TASK INSTRUCTIONS = Only a number is wanted here: the count of lines in the entries below that contain the word "Тоше".

THE DATA =

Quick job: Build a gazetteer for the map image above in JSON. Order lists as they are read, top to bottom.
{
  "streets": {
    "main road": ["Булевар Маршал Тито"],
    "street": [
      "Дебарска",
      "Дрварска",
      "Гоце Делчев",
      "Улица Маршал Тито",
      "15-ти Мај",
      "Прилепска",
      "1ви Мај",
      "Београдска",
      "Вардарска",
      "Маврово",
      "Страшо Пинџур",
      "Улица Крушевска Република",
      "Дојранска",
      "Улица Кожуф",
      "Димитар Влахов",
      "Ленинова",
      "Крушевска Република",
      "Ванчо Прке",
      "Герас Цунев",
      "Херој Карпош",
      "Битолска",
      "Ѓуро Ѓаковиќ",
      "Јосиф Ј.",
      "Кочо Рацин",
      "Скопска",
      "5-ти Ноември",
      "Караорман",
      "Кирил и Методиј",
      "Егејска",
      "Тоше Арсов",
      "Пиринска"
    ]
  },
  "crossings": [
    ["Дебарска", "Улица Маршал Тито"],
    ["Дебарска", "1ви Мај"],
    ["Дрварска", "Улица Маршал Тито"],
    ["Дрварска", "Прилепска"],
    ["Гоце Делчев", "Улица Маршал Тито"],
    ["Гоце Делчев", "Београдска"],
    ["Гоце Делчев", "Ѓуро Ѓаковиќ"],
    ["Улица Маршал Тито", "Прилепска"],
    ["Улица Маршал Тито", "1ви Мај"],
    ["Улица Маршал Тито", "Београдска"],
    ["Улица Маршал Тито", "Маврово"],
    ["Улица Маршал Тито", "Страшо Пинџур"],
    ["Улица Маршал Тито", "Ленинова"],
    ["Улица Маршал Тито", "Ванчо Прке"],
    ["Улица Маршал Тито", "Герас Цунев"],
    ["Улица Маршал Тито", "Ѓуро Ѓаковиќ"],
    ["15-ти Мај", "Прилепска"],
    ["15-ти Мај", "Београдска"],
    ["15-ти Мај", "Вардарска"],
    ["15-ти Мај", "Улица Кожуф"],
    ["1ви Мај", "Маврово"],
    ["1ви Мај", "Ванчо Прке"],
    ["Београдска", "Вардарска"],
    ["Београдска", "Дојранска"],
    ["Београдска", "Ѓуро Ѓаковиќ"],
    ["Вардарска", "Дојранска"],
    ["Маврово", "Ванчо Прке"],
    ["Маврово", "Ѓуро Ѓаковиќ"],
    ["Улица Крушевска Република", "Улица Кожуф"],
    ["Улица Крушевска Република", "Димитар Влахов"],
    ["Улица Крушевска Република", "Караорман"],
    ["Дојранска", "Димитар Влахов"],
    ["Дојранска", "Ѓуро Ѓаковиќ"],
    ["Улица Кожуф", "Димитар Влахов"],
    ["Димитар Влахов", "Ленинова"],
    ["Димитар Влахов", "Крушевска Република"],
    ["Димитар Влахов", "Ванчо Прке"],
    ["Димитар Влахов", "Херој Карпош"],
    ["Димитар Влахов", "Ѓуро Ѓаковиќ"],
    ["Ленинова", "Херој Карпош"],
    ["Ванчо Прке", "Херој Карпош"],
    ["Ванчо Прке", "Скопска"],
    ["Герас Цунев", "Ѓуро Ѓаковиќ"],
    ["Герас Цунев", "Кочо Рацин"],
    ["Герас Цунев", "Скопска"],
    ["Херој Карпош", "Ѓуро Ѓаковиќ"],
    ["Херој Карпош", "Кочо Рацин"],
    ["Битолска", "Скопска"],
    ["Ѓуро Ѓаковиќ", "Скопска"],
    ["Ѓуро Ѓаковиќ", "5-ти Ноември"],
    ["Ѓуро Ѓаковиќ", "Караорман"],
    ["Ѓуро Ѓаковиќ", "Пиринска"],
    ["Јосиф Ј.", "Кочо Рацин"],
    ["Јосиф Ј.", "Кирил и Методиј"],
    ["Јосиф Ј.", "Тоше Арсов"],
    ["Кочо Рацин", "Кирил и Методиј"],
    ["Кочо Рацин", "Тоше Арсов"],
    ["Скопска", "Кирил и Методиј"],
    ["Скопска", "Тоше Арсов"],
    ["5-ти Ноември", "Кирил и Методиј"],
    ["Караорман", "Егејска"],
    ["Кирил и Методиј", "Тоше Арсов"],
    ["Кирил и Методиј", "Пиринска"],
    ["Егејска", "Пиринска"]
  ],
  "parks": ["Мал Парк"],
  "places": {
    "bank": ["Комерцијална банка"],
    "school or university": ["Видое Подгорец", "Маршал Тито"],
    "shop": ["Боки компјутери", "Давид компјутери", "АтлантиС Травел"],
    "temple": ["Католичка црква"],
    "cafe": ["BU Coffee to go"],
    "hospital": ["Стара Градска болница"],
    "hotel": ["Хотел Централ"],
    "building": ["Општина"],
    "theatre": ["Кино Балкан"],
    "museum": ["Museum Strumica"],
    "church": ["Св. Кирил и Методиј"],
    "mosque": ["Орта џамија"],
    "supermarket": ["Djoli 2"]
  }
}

WORKED SOLUTION = 5